Extracted material START

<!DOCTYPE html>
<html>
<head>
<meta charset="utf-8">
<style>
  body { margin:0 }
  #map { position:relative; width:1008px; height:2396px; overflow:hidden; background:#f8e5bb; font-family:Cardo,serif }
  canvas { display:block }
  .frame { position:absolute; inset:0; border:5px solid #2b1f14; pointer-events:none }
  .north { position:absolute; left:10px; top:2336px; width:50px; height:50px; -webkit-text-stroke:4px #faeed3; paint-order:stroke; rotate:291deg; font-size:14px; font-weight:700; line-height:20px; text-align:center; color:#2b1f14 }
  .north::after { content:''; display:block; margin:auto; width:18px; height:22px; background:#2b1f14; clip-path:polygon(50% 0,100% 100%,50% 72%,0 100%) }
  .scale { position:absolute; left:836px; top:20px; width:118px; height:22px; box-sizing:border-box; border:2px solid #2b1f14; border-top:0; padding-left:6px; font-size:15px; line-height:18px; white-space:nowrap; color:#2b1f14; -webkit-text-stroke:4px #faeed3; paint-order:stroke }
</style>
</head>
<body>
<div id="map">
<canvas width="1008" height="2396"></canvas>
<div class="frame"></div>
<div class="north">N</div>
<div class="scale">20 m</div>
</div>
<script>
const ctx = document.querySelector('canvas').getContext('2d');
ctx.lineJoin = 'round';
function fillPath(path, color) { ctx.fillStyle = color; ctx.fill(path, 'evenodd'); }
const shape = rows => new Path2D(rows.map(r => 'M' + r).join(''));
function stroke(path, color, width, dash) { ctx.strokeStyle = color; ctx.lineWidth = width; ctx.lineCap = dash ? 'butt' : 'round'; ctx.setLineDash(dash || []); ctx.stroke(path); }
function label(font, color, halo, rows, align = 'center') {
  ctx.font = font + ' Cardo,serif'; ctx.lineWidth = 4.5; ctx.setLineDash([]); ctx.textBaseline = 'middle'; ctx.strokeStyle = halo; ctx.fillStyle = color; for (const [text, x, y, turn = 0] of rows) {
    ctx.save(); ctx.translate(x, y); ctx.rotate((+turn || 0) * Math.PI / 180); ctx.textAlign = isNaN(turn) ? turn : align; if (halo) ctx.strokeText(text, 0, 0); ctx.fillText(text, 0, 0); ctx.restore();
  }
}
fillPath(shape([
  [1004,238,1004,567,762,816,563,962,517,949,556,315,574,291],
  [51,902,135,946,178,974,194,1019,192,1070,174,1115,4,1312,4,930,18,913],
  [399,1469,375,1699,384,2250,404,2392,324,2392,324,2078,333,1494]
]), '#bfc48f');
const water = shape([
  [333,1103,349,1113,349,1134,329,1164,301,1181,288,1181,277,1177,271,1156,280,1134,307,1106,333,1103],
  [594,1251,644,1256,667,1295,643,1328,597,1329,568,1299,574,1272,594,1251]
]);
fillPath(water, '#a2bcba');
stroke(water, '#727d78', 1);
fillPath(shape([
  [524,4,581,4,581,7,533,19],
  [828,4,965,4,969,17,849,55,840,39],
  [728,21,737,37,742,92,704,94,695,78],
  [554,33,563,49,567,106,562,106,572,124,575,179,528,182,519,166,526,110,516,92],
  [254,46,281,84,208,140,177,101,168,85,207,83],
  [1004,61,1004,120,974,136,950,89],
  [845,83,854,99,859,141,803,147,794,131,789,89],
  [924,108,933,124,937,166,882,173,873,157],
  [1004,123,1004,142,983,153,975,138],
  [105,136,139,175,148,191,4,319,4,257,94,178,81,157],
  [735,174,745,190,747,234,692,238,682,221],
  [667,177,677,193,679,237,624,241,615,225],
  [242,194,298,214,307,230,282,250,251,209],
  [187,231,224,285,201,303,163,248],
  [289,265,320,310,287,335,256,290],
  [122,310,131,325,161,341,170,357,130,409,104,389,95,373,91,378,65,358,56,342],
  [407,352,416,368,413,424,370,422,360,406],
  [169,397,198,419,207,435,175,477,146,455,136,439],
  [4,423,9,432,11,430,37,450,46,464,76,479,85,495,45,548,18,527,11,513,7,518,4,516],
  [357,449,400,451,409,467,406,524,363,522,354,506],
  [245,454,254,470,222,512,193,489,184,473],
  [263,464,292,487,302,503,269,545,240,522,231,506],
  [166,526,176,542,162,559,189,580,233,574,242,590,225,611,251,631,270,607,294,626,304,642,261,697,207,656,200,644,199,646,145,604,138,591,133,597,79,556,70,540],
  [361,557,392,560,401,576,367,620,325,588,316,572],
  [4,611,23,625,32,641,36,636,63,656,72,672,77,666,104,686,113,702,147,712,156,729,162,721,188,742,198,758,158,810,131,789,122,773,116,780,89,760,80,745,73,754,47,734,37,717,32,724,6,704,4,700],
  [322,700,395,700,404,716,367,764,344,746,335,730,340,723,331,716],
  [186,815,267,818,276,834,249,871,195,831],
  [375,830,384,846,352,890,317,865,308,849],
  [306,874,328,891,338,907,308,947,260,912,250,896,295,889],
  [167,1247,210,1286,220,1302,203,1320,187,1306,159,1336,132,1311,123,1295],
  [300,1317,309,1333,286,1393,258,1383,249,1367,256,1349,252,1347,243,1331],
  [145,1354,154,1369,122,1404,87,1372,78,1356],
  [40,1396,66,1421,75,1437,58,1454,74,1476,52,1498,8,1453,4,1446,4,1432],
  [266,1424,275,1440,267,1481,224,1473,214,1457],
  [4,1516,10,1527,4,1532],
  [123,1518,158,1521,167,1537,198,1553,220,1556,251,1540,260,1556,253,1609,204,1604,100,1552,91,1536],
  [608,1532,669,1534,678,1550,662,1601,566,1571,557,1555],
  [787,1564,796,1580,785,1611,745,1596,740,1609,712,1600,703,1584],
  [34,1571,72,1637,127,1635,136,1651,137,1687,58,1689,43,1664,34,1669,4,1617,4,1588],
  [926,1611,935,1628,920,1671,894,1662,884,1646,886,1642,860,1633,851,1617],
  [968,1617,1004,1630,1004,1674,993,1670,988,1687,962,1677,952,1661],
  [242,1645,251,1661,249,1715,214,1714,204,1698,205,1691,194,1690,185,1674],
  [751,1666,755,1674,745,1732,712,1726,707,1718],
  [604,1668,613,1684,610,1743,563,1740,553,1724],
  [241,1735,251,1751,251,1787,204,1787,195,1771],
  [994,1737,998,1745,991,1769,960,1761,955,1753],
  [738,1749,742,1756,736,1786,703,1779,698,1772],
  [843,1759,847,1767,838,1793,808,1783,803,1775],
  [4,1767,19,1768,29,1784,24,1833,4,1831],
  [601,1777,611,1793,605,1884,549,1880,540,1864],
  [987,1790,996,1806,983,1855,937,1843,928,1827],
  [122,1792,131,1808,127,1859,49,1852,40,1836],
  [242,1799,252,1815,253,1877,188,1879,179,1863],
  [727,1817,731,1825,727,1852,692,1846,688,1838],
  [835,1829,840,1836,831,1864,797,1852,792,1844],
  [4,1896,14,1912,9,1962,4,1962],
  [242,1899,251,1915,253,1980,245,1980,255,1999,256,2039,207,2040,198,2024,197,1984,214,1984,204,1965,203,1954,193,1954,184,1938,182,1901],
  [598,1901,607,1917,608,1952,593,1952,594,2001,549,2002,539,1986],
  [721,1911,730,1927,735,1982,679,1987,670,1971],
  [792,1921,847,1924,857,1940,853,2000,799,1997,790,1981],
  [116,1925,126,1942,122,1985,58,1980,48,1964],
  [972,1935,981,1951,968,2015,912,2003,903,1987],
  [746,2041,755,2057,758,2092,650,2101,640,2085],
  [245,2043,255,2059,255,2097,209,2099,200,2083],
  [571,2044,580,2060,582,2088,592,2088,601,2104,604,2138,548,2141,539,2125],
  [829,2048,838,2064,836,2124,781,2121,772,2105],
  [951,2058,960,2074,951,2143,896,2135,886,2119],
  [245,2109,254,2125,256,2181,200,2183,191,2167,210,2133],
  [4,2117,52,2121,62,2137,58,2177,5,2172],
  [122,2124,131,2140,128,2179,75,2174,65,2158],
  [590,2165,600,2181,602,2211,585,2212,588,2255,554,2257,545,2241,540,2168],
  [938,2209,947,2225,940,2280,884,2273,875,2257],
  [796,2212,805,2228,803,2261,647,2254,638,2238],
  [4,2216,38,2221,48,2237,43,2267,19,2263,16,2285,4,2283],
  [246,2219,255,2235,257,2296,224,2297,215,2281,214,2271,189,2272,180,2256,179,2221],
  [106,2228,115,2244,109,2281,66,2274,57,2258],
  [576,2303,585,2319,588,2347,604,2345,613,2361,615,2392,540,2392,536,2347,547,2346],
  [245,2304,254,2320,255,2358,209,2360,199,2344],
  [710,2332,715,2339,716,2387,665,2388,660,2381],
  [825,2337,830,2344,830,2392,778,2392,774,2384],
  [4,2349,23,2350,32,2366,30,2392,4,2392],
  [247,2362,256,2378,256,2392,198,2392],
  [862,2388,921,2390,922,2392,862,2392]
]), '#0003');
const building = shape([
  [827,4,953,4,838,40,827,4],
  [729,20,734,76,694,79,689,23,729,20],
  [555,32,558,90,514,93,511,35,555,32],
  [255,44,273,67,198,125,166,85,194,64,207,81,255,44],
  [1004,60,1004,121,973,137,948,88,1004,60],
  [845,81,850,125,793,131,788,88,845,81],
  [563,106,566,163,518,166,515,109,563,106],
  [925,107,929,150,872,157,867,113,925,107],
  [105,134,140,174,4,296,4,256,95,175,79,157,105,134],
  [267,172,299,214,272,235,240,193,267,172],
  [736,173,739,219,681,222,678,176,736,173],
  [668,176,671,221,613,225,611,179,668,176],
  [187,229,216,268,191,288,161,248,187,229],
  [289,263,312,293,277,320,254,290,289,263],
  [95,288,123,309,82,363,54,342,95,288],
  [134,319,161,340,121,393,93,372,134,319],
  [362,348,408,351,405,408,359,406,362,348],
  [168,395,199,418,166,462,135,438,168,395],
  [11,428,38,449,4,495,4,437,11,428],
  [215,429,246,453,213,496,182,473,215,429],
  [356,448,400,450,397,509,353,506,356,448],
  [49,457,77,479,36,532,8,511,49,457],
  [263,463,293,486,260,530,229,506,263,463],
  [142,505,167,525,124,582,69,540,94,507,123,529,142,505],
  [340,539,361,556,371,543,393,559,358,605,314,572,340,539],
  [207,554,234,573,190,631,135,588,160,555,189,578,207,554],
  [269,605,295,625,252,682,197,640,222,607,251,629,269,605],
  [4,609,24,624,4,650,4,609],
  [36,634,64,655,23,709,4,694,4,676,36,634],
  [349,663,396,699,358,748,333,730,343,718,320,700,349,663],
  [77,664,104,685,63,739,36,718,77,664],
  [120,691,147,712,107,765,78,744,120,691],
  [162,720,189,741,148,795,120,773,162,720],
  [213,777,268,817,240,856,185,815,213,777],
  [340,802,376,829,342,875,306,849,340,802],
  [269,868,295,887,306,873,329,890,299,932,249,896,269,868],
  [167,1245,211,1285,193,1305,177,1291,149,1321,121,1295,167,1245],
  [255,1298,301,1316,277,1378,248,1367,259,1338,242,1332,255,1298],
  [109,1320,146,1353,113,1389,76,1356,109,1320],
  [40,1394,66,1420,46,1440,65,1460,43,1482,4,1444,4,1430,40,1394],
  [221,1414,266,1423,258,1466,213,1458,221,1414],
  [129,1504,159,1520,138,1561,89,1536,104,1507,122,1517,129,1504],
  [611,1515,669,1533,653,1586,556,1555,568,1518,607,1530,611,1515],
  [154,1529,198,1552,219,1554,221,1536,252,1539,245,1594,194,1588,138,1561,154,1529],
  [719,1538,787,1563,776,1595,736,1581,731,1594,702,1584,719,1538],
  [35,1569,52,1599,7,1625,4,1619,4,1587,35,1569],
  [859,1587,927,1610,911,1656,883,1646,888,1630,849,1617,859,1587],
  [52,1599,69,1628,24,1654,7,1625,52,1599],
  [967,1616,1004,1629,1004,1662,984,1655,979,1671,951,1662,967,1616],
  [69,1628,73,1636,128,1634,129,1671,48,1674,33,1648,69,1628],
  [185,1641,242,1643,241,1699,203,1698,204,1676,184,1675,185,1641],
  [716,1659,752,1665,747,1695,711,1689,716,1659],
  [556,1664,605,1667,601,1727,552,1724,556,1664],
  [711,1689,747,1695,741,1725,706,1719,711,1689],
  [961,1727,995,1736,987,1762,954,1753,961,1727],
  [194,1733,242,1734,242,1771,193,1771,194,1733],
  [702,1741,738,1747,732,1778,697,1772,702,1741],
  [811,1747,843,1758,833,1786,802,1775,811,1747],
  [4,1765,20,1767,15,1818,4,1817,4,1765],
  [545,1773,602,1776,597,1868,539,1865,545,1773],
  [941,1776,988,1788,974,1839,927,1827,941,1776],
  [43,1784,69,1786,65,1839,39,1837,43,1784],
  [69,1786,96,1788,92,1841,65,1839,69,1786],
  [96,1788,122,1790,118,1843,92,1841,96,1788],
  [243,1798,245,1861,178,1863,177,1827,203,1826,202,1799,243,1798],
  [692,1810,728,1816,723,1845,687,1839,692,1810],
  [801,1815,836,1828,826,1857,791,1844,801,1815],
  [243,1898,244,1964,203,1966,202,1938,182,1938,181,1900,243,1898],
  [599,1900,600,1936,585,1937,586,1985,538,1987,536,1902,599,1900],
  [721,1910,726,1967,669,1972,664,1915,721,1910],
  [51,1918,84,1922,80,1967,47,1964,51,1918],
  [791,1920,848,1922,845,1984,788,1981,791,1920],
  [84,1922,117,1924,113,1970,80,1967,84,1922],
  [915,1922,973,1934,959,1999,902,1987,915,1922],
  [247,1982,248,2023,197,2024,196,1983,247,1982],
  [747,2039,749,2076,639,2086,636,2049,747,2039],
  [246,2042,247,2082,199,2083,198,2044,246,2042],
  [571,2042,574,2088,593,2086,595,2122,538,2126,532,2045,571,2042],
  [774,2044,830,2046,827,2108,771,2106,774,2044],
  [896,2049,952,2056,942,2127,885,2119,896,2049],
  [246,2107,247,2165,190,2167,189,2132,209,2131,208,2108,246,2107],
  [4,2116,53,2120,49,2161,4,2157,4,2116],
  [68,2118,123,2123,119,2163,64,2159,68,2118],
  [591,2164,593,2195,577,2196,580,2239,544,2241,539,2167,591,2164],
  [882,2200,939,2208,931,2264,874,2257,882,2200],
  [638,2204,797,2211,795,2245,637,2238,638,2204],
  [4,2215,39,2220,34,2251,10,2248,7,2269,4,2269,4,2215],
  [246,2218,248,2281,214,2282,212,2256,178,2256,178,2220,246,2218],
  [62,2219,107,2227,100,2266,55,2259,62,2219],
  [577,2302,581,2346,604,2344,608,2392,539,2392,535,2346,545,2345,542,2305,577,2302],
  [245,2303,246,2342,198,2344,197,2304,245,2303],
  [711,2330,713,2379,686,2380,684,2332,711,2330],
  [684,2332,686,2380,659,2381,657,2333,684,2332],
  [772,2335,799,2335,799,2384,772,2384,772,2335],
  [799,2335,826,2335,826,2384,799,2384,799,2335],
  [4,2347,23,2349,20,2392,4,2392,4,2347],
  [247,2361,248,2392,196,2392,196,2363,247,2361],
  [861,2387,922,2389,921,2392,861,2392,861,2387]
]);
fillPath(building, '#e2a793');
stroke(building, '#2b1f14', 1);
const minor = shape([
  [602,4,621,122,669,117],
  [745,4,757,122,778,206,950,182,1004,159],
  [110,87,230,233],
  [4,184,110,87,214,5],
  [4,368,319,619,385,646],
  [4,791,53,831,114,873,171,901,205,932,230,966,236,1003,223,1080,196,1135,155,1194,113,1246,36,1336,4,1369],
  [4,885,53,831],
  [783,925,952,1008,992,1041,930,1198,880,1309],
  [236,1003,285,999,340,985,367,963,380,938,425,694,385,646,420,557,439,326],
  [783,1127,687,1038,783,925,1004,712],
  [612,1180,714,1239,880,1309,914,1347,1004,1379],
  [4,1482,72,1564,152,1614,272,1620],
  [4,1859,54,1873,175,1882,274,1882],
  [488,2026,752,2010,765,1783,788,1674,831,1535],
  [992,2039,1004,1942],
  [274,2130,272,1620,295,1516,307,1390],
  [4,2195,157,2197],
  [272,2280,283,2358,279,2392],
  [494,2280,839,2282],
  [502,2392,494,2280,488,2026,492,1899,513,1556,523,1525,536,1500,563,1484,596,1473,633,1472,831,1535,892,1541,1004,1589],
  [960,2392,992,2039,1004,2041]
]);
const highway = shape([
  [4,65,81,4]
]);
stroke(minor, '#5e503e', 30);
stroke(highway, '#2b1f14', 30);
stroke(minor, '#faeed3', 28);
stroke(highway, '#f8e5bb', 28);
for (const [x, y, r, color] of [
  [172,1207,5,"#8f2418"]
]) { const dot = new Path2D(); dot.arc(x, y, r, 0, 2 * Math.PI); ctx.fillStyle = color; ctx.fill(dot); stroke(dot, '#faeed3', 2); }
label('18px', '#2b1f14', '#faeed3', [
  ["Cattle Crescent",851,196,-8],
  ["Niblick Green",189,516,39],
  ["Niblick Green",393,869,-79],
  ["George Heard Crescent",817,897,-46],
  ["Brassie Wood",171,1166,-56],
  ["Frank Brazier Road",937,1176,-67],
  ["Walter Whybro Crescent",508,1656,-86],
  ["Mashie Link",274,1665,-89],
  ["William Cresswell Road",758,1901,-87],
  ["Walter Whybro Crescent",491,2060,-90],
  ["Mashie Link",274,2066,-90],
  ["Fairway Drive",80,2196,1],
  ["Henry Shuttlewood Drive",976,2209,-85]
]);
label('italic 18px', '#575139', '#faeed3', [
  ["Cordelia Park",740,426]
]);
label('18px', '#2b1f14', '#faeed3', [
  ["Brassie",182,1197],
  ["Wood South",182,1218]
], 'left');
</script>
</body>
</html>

Extracted material END

- Task prompt
Gather and copy every line of the data in which the string "canvas" is found.

- Completed exercise
  canvas { display:block }
<canvas width="1008" height="2396"></canvas>
const ctx = document.querySelector('canvas').getContext('2d');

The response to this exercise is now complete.